[Opening Records provided section]

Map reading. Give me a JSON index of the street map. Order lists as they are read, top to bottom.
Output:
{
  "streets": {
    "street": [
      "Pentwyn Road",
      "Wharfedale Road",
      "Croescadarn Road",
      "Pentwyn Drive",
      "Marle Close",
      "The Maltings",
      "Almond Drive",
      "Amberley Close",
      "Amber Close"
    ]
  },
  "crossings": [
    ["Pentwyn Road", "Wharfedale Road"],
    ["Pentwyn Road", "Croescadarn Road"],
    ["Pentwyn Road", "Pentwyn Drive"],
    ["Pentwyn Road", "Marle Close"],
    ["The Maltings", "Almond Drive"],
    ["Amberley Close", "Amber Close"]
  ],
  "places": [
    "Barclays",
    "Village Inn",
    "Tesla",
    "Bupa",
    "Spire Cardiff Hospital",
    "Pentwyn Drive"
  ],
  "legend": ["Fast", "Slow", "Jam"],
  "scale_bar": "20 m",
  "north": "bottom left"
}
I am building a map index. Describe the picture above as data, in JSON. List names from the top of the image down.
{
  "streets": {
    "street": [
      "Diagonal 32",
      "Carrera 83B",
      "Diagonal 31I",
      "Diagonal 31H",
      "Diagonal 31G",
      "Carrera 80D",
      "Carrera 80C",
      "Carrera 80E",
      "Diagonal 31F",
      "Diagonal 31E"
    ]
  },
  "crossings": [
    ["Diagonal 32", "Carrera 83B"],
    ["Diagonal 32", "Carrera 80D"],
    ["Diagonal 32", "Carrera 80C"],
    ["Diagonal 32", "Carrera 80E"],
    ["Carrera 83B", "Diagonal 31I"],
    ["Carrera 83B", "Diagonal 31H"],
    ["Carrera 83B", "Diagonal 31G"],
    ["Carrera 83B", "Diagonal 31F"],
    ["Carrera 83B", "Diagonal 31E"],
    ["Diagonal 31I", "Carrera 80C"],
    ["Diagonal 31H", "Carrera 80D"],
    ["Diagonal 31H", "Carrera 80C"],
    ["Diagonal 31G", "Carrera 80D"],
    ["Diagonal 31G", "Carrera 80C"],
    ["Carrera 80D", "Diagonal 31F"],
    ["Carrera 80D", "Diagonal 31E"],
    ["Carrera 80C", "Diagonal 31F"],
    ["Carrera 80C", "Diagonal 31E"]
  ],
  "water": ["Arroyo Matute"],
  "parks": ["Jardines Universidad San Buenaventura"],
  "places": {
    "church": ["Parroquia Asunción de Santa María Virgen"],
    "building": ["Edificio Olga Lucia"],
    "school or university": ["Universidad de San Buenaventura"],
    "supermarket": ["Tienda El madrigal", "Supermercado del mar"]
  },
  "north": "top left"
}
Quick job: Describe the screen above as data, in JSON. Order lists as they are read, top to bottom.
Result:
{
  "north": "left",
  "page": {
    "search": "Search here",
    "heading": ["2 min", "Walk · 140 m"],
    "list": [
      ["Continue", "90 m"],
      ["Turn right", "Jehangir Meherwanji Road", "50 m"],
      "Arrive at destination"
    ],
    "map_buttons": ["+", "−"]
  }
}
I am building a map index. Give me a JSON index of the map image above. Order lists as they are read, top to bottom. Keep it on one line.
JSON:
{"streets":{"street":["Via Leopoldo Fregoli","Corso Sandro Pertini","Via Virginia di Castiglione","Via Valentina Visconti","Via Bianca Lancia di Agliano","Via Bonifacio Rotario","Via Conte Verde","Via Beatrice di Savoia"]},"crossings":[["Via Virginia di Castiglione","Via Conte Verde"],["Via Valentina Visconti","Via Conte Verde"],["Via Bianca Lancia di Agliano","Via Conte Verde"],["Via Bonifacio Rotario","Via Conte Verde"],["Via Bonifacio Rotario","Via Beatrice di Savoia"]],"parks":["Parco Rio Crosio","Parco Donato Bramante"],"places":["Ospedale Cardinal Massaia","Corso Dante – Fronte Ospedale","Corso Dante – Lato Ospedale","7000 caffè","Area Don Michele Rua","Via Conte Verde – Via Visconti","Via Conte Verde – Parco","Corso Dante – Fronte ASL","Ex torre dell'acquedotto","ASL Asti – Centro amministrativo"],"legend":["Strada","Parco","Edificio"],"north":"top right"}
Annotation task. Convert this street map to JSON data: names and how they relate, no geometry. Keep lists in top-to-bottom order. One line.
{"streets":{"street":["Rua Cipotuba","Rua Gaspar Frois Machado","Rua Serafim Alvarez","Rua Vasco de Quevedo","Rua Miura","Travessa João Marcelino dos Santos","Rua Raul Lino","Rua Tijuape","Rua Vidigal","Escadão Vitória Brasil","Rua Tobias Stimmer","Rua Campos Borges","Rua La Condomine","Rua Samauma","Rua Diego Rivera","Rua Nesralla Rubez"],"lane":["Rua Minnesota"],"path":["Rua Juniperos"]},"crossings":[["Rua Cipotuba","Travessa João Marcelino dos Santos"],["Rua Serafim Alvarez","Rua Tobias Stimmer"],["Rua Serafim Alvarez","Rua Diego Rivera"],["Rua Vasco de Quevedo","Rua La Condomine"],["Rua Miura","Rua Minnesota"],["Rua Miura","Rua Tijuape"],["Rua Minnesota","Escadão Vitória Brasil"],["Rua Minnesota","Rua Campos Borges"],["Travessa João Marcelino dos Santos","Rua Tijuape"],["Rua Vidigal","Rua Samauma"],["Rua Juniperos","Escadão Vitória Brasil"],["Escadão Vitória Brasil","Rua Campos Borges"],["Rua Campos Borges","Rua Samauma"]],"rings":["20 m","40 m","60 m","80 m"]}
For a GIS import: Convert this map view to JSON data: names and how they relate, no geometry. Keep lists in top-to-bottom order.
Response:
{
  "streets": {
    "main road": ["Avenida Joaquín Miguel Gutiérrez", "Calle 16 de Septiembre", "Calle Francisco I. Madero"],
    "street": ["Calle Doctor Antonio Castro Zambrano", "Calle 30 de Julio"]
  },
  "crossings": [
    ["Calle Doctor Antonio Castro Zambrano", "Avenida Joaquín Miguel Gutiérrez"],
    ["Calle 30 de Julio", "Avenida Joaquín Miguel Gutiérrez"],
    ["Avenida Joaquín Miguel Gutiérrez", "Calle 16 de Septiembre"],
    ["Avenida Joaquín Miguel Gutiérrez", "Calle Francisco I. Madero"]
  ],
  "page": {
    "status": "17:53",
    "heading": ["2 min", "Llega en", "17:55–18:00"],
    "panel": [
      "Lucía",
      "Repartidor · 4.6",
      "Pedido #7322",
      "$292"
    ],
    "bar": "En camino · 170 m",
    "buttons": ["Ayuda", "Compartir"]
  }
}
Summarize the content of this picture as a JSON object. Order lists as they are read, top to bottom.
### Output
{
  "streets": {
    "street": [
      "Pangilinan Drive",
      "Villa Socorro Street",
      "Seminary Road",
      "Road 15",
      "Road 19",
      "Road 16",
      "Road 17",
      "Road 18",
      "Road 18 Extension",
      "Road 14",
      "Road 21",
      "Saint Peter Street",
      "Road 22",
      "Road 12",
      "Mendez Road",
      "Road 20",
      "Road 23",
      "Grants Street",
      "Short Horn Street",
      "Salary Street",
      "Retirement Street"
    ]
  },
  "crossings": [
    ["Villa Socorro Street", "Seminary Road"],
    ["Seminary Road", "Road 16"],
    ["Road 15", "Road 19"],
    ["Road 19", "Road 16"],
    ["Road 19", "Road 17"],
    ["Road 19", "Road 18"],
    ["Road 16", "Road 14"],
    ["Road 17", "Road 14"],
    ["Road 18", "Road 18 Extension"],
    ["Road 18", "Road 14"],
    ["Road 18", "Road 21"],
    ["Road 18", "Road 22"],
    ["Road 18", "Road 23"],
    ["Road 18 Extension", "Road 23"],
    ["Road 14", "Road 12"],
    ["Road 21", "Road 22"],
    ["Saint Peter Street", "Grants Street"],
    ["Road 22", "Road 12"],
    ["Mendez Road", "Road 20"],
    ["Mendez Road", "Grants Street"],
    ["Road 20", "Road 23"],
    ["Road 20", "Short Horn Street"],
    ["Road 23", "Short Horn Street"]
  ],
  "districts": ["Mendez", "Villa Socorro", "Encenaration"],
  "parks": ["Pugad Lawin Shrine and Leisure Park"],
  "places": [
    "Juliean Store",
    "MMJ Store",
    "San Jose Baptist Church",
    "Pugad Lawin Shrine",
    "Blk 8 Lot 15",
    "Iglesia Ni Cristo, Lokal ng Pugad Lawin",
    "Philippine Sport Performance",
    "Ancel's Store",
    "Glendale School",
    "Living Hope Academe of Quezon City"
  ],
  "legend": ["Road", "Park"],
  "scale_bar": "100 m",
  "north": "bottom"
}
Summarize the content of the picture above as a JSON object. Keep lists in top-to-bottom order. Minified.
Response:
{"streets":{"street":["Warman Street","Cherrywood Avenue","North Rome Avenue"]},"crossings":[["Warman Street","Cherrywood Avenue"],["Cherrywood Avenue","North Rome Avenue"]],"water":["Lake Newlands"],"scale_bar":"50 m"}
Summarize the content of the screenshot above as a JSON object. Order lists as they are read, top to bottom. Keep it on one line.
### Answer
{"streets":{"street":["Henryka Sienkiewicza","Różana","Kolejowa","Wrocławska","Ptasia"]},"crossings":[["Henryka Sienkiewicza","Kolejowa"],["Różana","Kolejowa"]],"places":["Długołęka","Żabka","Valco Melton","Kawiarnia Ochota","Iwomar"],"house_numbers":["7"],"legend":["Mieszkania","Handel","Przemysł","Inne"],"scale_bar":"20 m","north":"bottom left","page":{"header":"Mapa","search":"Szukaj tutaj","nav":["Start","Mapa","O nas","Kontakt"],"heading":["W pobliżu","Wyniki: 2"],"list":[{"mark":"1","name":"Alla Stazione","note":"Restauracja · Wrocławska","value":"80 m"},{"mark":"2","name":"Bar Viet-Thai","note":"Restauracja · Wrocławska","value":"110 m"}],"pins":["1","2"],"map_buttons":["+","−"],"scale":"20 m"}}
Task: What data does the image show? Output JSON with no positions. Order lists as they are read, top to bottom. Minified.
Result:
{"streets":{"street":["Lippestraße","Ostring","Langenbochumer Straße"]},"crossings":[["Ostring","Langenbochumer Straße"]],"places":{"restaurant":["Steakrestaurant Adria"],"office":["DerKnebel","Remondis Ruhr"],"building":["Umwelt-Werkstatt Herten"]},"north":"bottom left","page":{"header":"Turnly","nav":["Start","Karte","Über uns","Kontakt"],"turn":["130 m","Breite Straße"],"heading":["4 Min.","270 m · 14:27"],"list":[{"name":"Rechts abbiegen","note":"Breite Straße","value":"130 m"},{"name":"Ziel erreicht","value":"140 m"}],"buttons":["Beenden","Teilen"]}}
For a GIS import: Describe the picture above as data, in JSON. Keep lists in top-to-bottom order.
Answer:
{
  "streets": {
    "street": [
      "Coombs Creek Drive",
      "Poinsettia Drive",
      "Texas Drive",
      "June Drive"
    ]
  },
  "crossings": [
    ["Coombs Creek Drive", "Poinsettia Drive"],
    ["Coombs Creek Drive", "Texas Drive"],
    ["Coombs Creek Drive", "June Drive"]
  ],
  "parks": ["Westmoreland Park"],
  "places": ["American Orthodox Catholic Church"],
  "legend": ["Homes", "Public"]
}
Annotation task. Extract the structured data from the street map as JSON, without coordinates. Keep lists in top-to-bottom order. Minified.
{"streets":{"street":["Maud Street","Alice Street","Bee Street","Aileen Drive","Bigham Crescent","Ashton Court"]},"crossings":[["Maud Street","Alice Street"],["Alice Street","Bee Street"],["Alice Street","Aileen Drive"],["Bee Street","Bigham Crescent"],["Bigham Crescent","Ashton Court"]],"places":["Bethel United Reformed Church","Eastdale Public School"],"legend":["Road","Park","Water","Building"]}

[Closing Records provided section]

__What to work on__.
In the data above, find the line that contains "Summarize the content of the screenshot" and the line that contains "Task: What data". Repeat exactly those lines and every line between them, and only those.

__Exercise result__.
Summarize the content of the screenshot above as a JSON object. Order lists as they are read, top to bottom. Keep it on one line.
### Answer
{"streets":{"street":["Henryka Sienkiewicza","Różana","Kolejowa","Wrocławska","Ptasia"]},"crossings":[["Henryka Sienkiewicza","Kolejowa"],["Różana","Kolejowa"]],"places":["Długołęka","Żabka","Valco Melton","Kawiarnia Ochota","Iwomar"],"house_numbers":["7"],"legend":["Mieszkania","Handel","Przemysł","Inne"],"scale_bar":"20 m","north":"bottom left","page":{"header":"Mapa","search":"Szukaj tutaj","nav":["Start","Mapa","O nas","Kontakt"],"heading":["W pobliżu","Wyniki: 2"],"list":[{"mark":"1","name":"Alla Stazione","note":"Restauracja · Wrocławska","value":"80 m"},{"mark":"2","name":"Bar Viet-Thai","note":"Restauracja · Wrocławska","value":"110 m"}],"pins":["1","2"],"map_buttons":["+","−"],"scale":"20 m"}}
Task: What data does the image show? Output JSON with no positions. Order lists as they are read, top to bottom. Minified.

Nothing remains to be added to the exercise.